Guest contributor Anna Demeo describes how to recognize true AI-driven software and its use in virtual power plants.
Virtual power plants (VPPs) are increasingly critical to tackle climate change and strengthen energy resilience. However, deploying true AI-driven software is the key to unlocking their full potential.
VPPs do not rely on a single energy source. Instead, they harness a diverse network of distributed energy resources (DERs), including solar panels, batteries, smart devices, and electric vehicles (EVs). Each distributed resource possesses unique characteristics and constraints, necessitating sophisticated AI integration for optimal management and to leverage their collective output.
As the variety and number of DERs grow, so does the complexity of their management.
Robust AI-driven platforms can process data from diverse sources, understand and predict patterns of energy usage and power generation, and then make real-time decisions to optimize resources for a virtual power plant. This level of sophistication in AI is essential for both the efficient operation of individual DERs and the overall reliability and stability of the power grid.
To achieve this, the industry must extend well beyond simple rule-based algorithms that have been the hallmark of early software platforms in this space. Rule-based algorithms use predefined rules or logic to make decisions. These rules limit them, and they cannot learn from new data or adapt to changing environments, which are critical in energy and transportation applications.
For example, a software platform for a residential battery may employ a rule-based algorithm to discharge to the grid when utility rates are high to save money for the homeowner. But if that same battery also participates in a demand response program and must discharge on a utility-triggered event, which rule should be followed? The answer varies based on the time of day, season, program requirements, and other constraints a simple rule-based model cannot navigate.
Deterministic models offer more sophistication, using machine learning and decision trees to predict a specific outcome based on input data. While more suitable for the battery example, they, too, fall short when systems get more complicated as they assume no randomness in the future events they predict. On the other hand, probabilistic forecasting acknowledges uncertainty and randomness in future events. It provides a range of possible outcomes along with probabilities for each outcome. Such a model can learn from data, adapt, and improve over time, which is the real power of AI. Integrating this level of AI is crucial in leveraging the flexibility and variability inherent to a virtual power plant.

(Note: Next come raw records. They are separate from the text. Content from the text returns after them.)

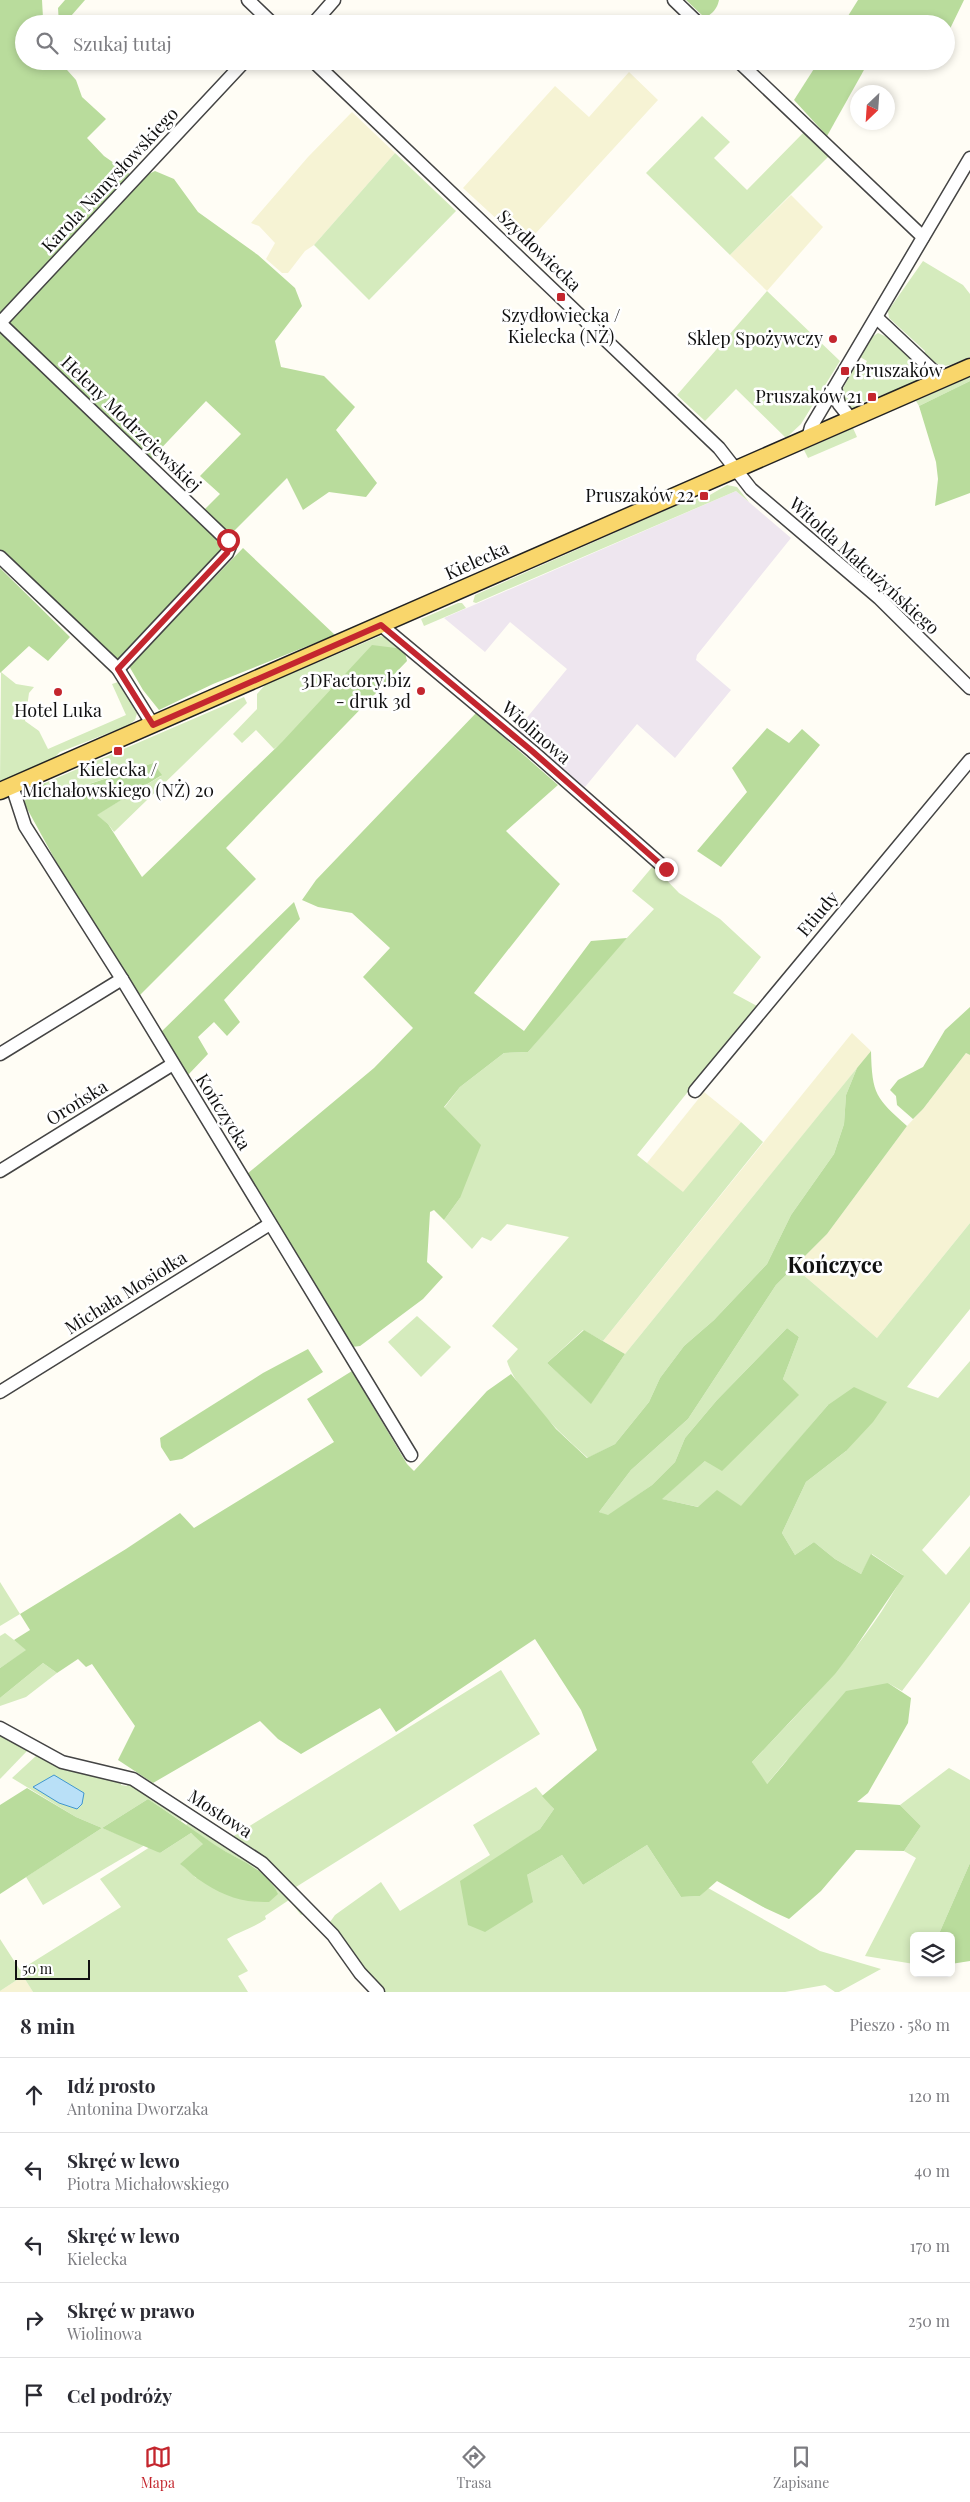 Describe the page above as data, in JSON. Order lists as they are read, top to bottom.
{
  "streets": {
    "main road": ["Kielecka"],
    "street": [
      "Karola Namysłowskiego",
      "Szydłowiecka",
      "Heleny Modrzejewskiej",
      "Witolda Małcużyńskiego",
      "Wiolinowa",
      "Etiudy",
      "Orońska",
      "Kończycka",
      "Michała Mosiołka",
      "Mostowa"
    ]
  },
  "crossings": [
    ["Karola Namysłowskiego", "Heleny Modrzejewskiej"],
    ["Szydłowiecka", "Kielecka"],
    ["Szydłowiecka", "Witolda Małcużyńskiego"],
    ["Kielecka", "Witolda Małcużyńskiego"],
    ["Kielecka", "Wiolinowa"],
    ["Kielecka", "Kończycka"],
    ["Orońska", "Kończycka"],
    ["Kończycka", "Michała Mosiołka"]
  ],
  "districts": ["Kończyce"],
  "places": {
    "transit": [
      "Szydłowiecka / Kielecka (NŻ)",
      "Pruszaków",
      "Pruszaków 21",
      "Pruszaków 22",
      "Kielecka / Michałowskiego (NŻ) 20"
    ],
    "other": ["Sklep Spożywczy", "3DFactory.biz - druk 3d", "Hotel Luka"]
  },
  "scale_bar": "50 m",
  "north": "bottom left",
  "page": {
    "search": "Szukaj tutaj",
    "scale": "50 m",
    "heading": ["8 min", "Pieszo · 580 m"],
    "list": [
      ["Idź prosto", "Antonina Dworzaka", "120 m"],
      ["Skręć w lewo", "Piotra Michałowskiego", "40 m"],
      ["Skręć w lewo", "Kielecka", "170 m"],
      ["Skręć w prawo", "Wiolinowa", "250 m"],
      "Cel podróży"
    ],
    "nav": ["Mapa", "Trasa", "Zapisane"]
  }
}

The predictive capabilities of AI are valuable in managing uncertainty and, therefore, particularly useful in scenarios like energy markets where numerous variables can affect future events. By analyzing vast datasets, AI-driven software can identify patterns and predict potential disruptions based on global trends, weather patterns, and historical data. Electricity prices, for example, can vary based on demand, supply, weather, and other market factors. An AI-driven VPP can create predictive models based on probabilities of potential future outcomes. This will allow it to effectively respond to price signals in real-time, making decisions about when to store, consume, or sell back energy to the grid. This capability is crucial for maximizing economic benefits for providers and DER owners and maintaining the cost-effectiveness of the VPP.
Electrification of transportation is the ultimate use case for AI in VPPs. EVs are poised to constitute a growing segment of distributed energy resources, adding yet another layer of complexity. When equipped with vehicle-to-grid (V2G) technology, EVs draw power from the grid and supply power back. This bidirectional capability turns EVs into mobile energy storage units.
The sheer volume of EVs estimated over the next decade provides the potential of gigawatts of storage for a grid that desperately needs it. However, unlike stationary storage, the availability of mobile storage as a grid resource is not constant, as a vehicle’s primary use is transportation. Even when available and plugged in, vehicle owners will want to protect some minimum amount of driving range, translated as state of charge of the batteries.
These factors, along with the health of the battery and vehicle warranty considerations, add to the complexity of managing EV resources within a VPP. This myriad of constraints and uncertainty require scalable models that employ probabilistic forecasting and machine learning so that the VPP can continuously predict, adapt and learn from variables such as telemetry data, electricity rate structures, driving patterns, user preferences and weather patterns.
AI is the term of the day and is being applied increasingly in marketing campaigns. So, as more companies claim to integrate AI into their solutions, it’s important to discern their actual level of sophistication and scalability. True AI offers significant advantages in handling complexity, adapting to new data, and providing valuable insights in uncertain scenarios. The gap between basic automation and genuine, scalable AI will become increasingly evident as the technology advances, underscoring the need for substantial investment in real AI capabilities for businesses seeking to stay competitive in the digital age.
Anna Demeo is a strategic and technical advisor for companies and investors across the cleantech sector.